Michel Foucault rastreó en la literatura y la filosofía
grecorromanas una función, la “parresía”, y una posición del sujeto, el
“parresiastés”, caracterizadas por “una relación específica con la
verdad a través de la franqueza”, cuyo efecto es la crítica y la
autocrítica, y cuyo costo es el peligro.
Por Michel Foucault *
La palabra parresía aparece por vez primera en la literatura griega en
Eurípides (c. 484-407 a.C.), y recorre todo el mundo literario griego de
la Antigüedad desde finales del siglo V a.C. Parresía es traducida
normalmente al castellano por “franqueza”. El parresiastés es alguien
que utiliza la parresía, es decir, alguien que dice la verdad.
Etimológicamente, parresiazesthai significa “decir todo”. Aquel que usa
la parresía, el parresiastés, es alguien que dice todo cuanto tiene en
mente: no oculta nada sino que abre su corazón y su alma por completo a
otras personas a través de su discurso. En la parresía se presupone que
el hablante proporciona un relato completo y exacto de lo que tiene en
su mente, de manera que quienes escuchen sean capaces de comprender
exactamente lo que piensa el hablante. La palabra parresía hace
referencia, por tanto, a una forma de relación entre el hablante y lo
que se dice, pues, en la parresía, el hablante hace manifiestamente
claro y obvio que lo que dice es su propia opinión. Y hace esto evitando
cualquier clase de forma retórica que pudiera velar lo que piensa. En
lugar de eso, el parresiastés utiliza las palabras y las formas de
expresión más directas que puede encontrar. Mientras que la retórica
proporciona al hablante recursos técnicos que le ayudan a prevalecer
sobre las opiniones de su auditorio (sin preocuparse de la propia
opinión del retor respecto de lo que dice), en la parresía, el
parresiastés actúa sobre la opinión de los demás, mostrándoles, tan
directamente como sea posible, lo que él cree realmente.
Si distinguimos entre el sujeto hablante (el sujeto de la enunciación) y
el sujeto gramatical del enunciado, podríamos decir que hay también un
sujeto del enunciandum –que se refiere a la creencia u opinión
mantenidas por el hablante–. En la parresía, el hablante subraya el
hecho de que él es, al tiempo, el sujeto de la enunciación y el sujeto
del enunciandum –que se refiere a la creencia u opinión mantenidas por
el hablante–. En la parresía, el hablante subraya el hecho de que él es,
al tiempo, el sujeto de la enunciación y el sujeto del enunciandum –que
él mismo es el sujeto de la opinión a la que se refiere–. La “actividad
de habla” específica de la enunciación parresiástica adopta así la
forma: “Yo soy quien piensa esto y aquello”.
“Prueba de sinceridad”
Parresiazesthai significa “decir la verdad”. Pero, ¿dice el parresiastés
lo que él cree que es verdadero, o dice lo que realmente es verdadero?
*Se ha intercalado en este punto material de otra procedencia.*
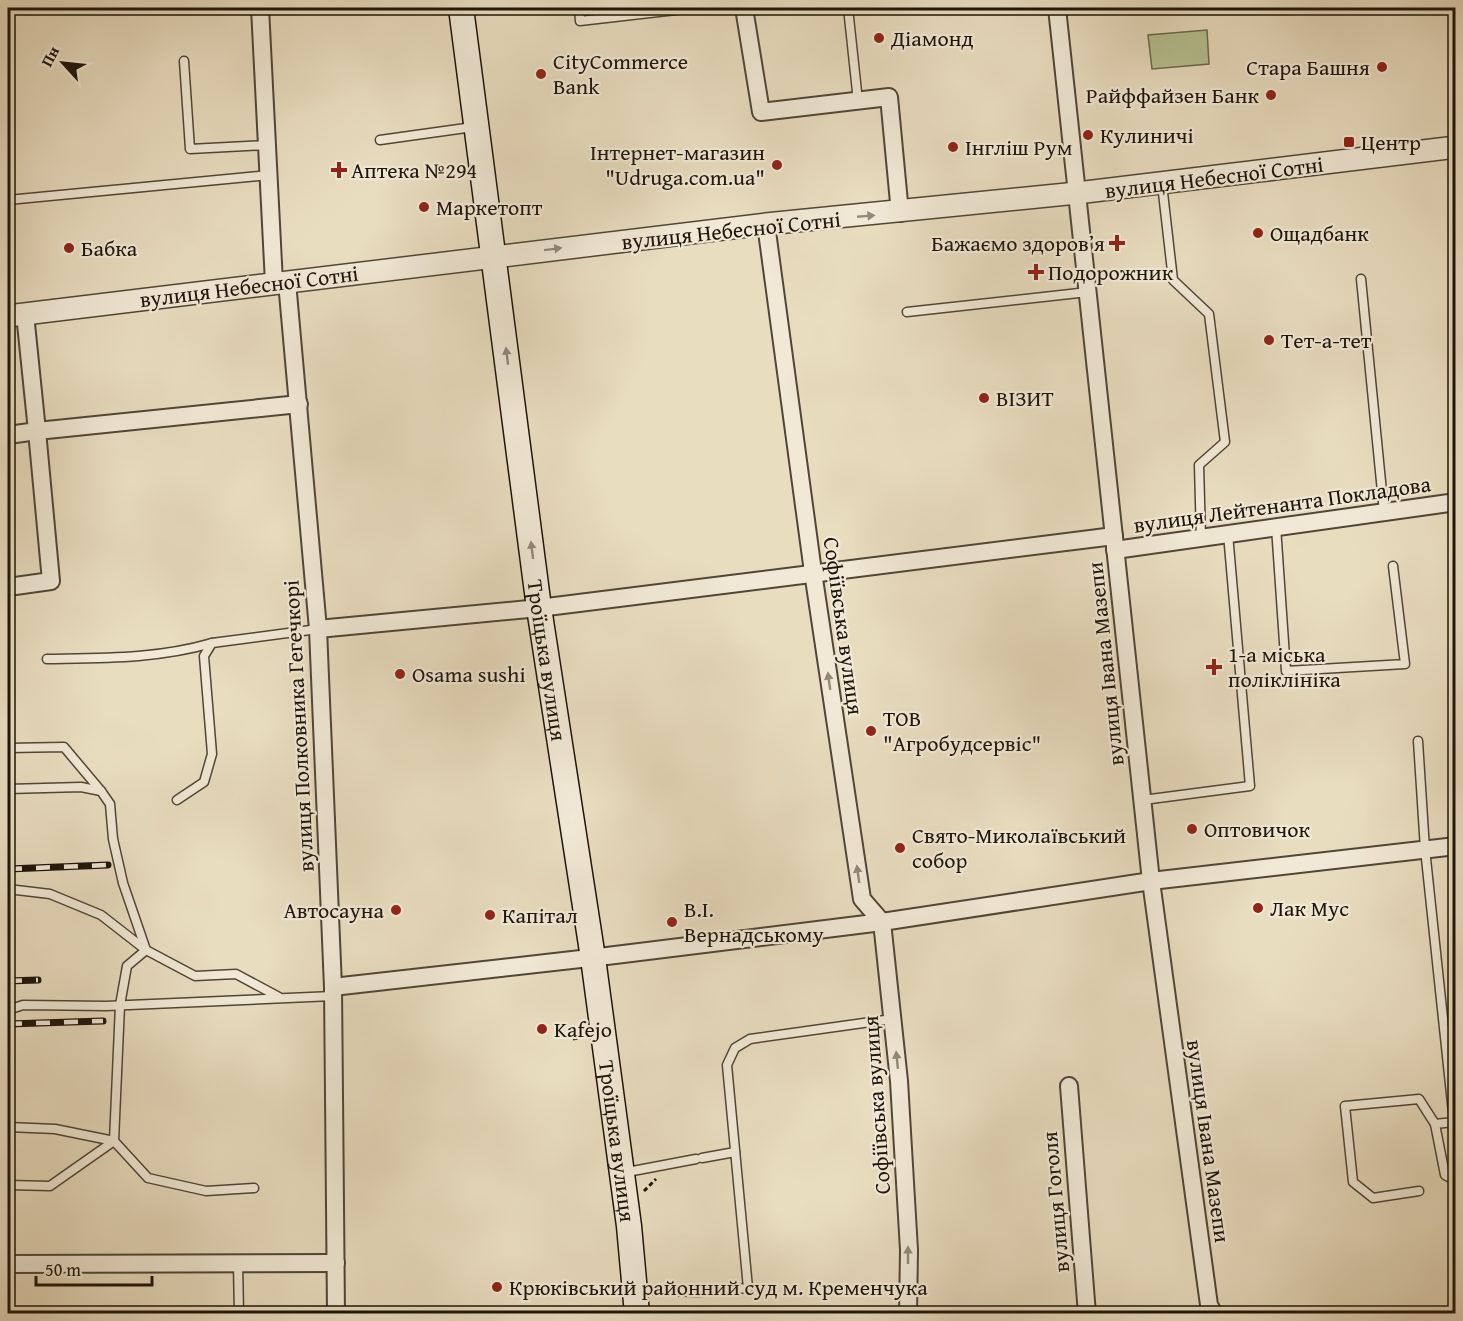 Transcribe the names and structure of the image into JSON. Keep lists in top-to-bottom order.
{
  "streets": {
    "main road": ["Троїцька вулиця"],
    "street": [
      "вулиця Небесної Сотні",
      "вулиця Лейтенанта Покладова",
      "Софіївська вулиця",
      "вулиця Івана Мазепи",
      "вулиця Полковника Гегечкорі",
      "вулиця Гоголя"
    ]
  },
  "crossings": [
    ["вулиця Небесної Сотні", "Софіївська вулиця"],
    ["вулиця Небесної Сотні", "Троїцька вулиця"],
    ["вулиця Небесної Сотні", "вулиця Івана Мазепи"],
    ["вулиця Небесної Сотні", "вулиця Полковника Гегечкорі"],
    ["вулиця Лейтенанта Покладова", "Софіївська вулиця"],
    ["вулиця Лейтенанта Покладова", "Троїцька вулиця"],
    ["вулиця Лейтенанта Покладова", "вулиця Івана Мазепи"],
    ["вулиця Лейтенанта Покладова", "вулиця Полковника Гегечкорі"]
  ],
  "one_way": ["Софіївська вулиця"],
  "places": {
    "other": [
      "Дiамонд",
      "Стара Башня",
      "CityCommerce Bank",
      "Райффайзен Банк",
      "Кулиничі",
      "Інгліш Рум",
      "Iнтернет-магазин \"Udruga.com.ua\"",
      "Маркетопт",
      "Ощадбанк",
      "Бабка",
      "Тет-а-тет",
      "ВІЗИТ",
      "Osama sushi",
      "ТОВ \"Агробудсервіс\"",
      "Оптовичок",
      "Свято-Миколаївський собор",
      "Лак Мус",
      "Автосауна",
      "Капітал",
      "В.І. Вернадському",
      "Kafejo",
      "Крюківський районний суд м. Кременчука"
    ],
    "transit": ["Центр"],
    "health": [
      "Аптека №294",
      "Бажаємо здоровʼя",
      "Подорожник",
      "1-а міська поліклініка"
    ]
  },
  "scale_bar": "50 m",
  "north": "top left"
} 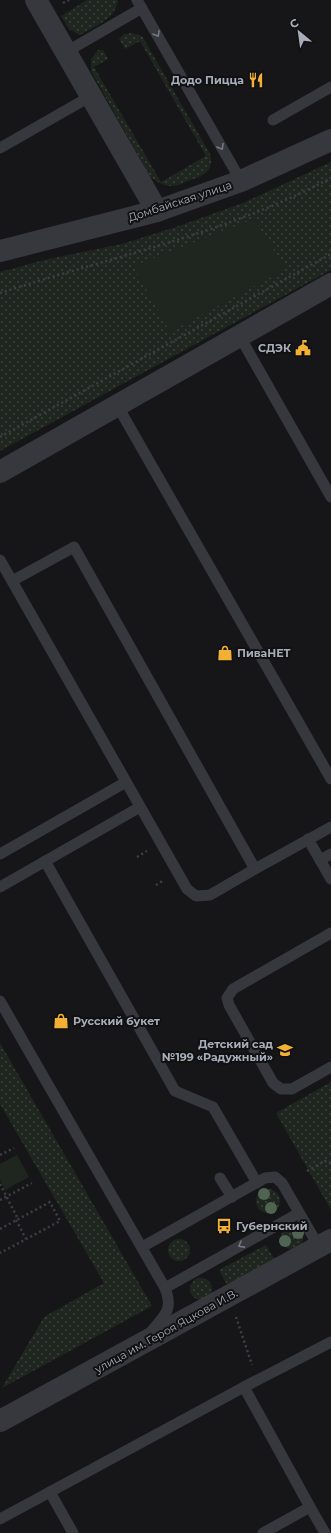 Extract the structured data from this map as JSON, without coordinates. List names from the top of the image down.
{
  "streets": {
    "street": ["Домбайская улица", "улица им. Героя Яцкова И.В."]
  },
  "places": {
    "restaurant": ["Додо Пицца"],
    "public building": ["СДЭК"],
    "shop": ["ПиваНЕТ", "Русский букет"],
    "school or university": ["Детский сад №199 «Радужный»"],
    "bus stop": ["Губернский"]
  },
  "north": "top left"
} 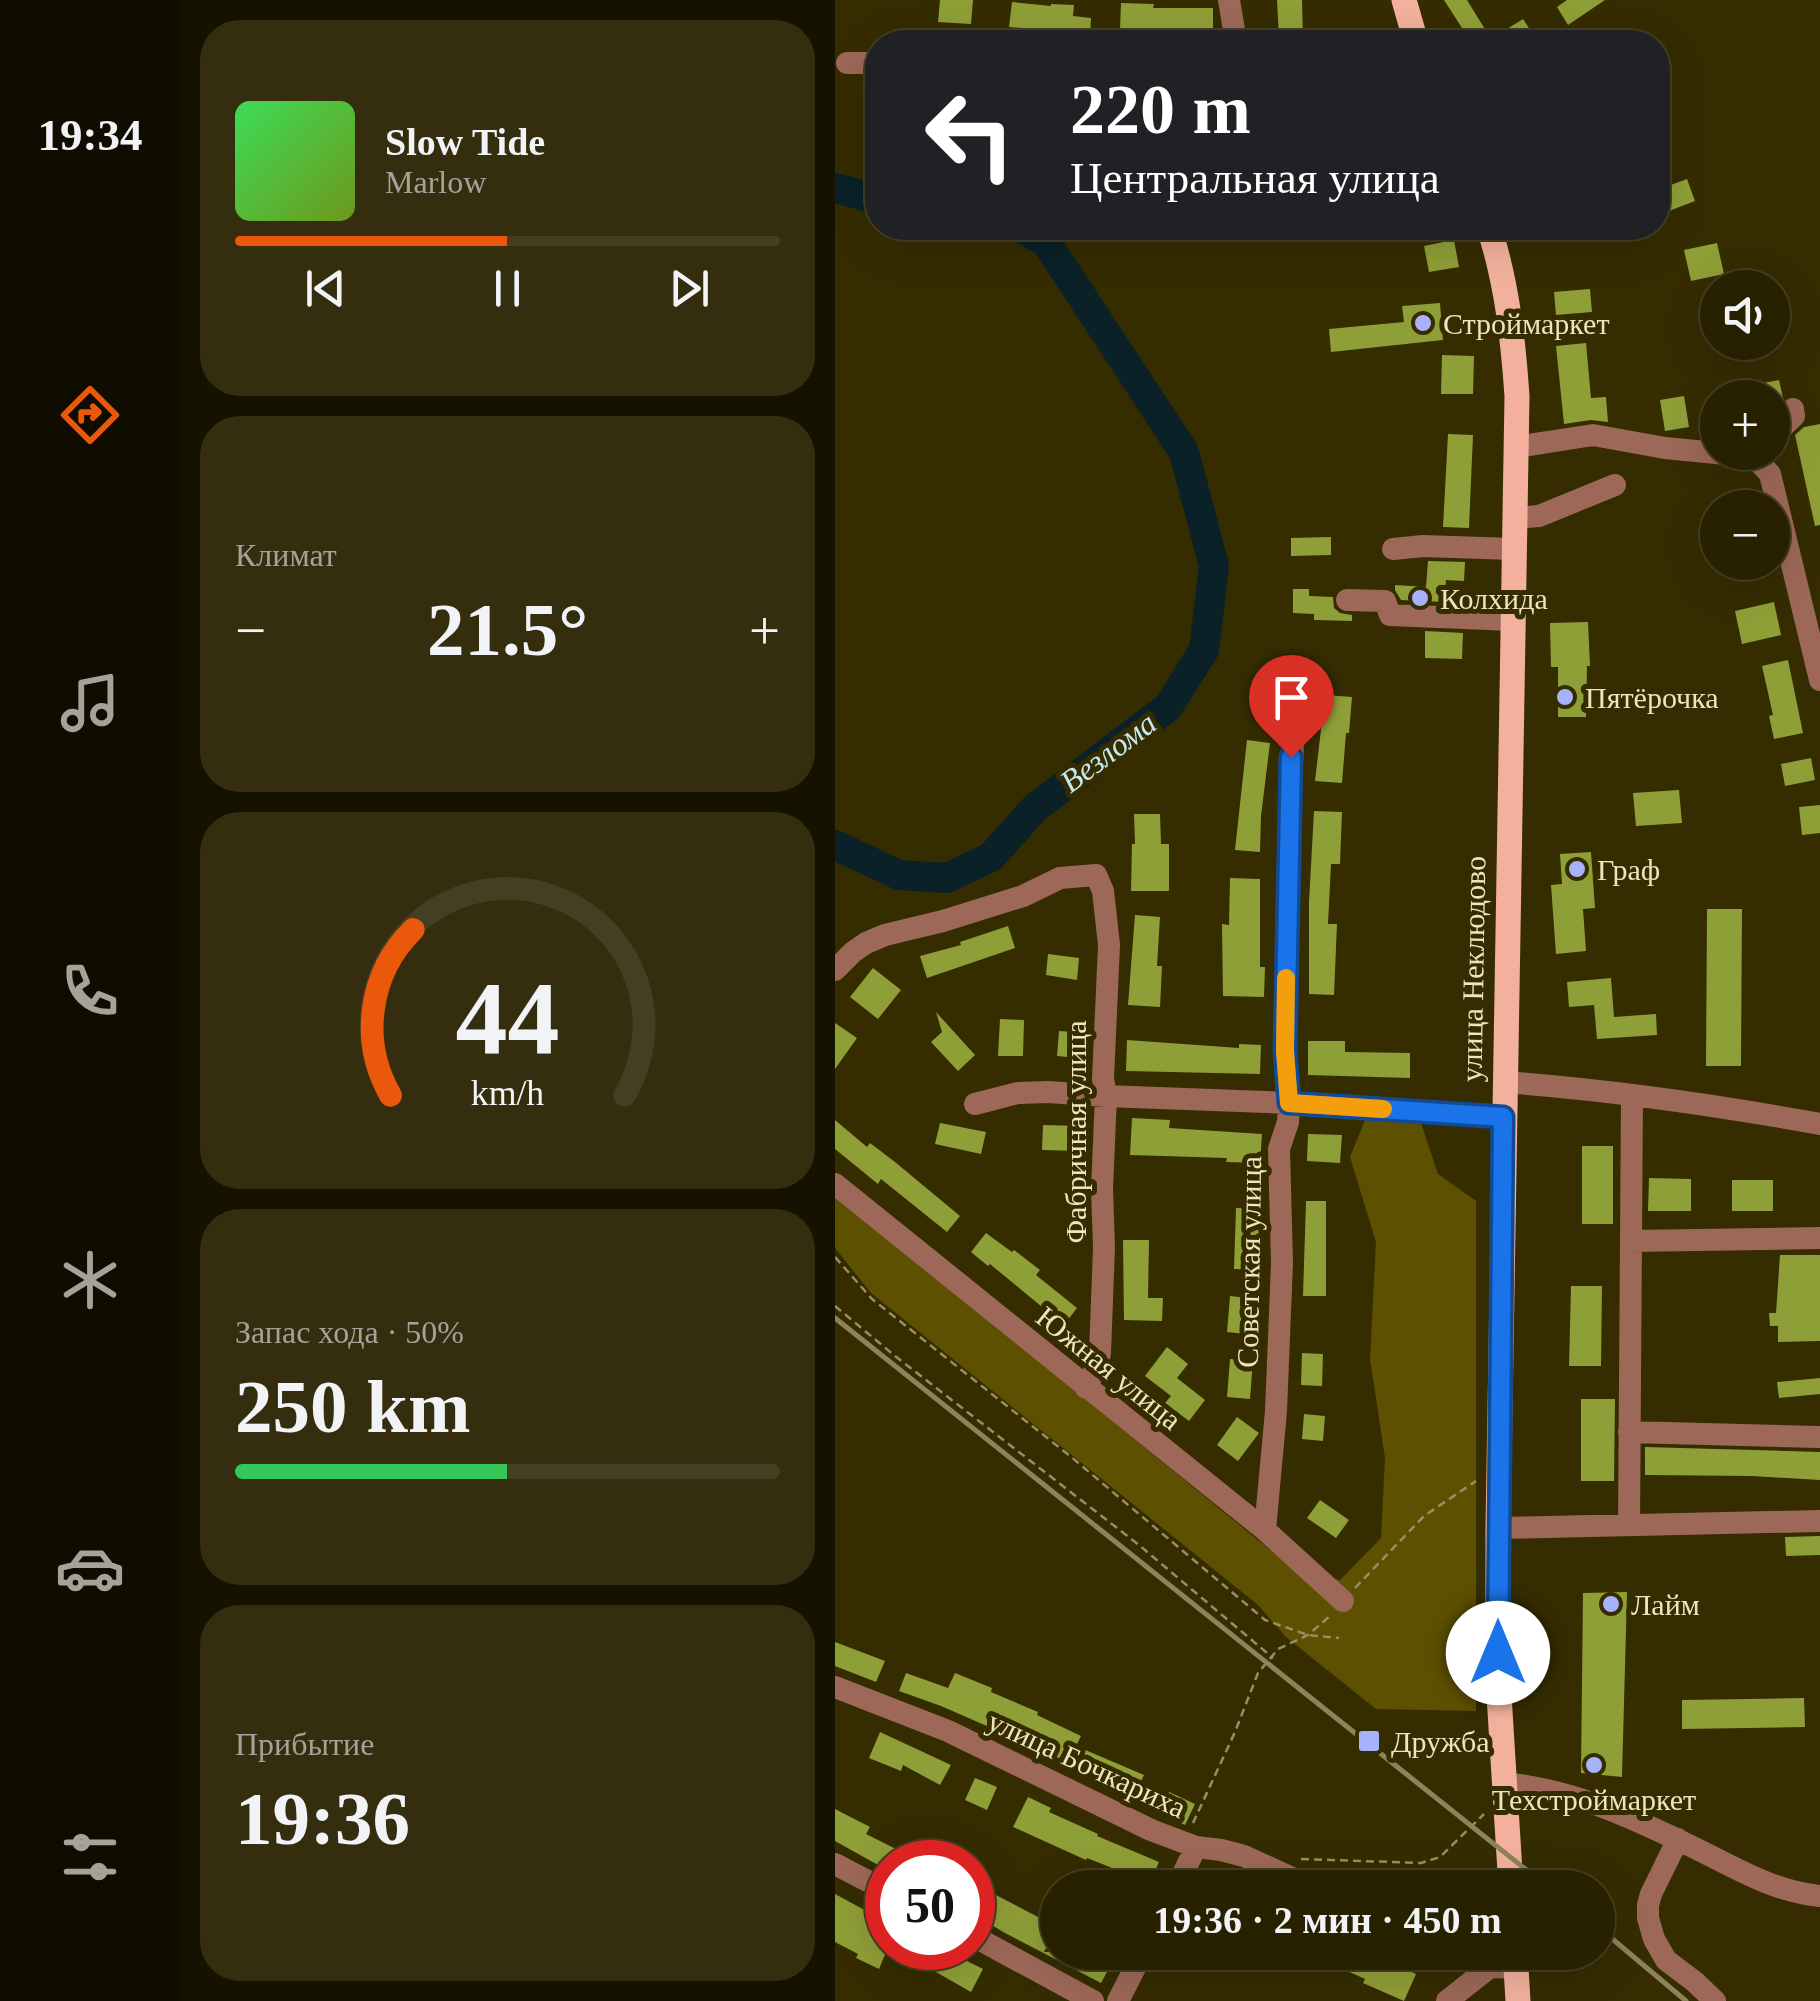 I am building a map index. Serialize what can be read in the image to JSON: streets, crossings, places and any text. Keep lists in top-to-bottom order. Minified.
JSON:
{"streets":{"main road":["улица Неклюдово"],"street":["Фабричная улица","Советская улица","Южная улица","улица Бочкариха"]},"crossings":[["Фабричная улица","Южная улица"],["Советская улица","Южная улица"]],"water":["Везлома"],"places":{"other":["Строймаркет","Колхида","Пятёрочка","Граф","Лайм","Техстроймаркет"],"transit":["Дружба"]},"page":{"tabs":"19:34","turn":["220 m","Центральная улица"],"song":["Slow Tide","Marlow"],"map_buttons":["+","−"],"tile":["Климат",["Запас хода · 50%","250 km"],["Прибытие","19:36"]],"heat":["−","21.5°","+"],"limit":"50","trip":"19:36 · 2 мин · 450 m","gauge":["44","km/h"]}}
En mi opinión, el parresiastés dice lo que es verdadero porque él sabe
que es verdadero; y sabe que es verdadero porque es realmente verdadero.
El parresiastés no sólo es sincero y dice lo que es su opinión sino que
su opinión es también la verdad. Dice lo que él sabe que es verdadero.
La segunda característica de la parresía es, entonces, que hay siempre
una coincidencia exacta entre creencia y verdad.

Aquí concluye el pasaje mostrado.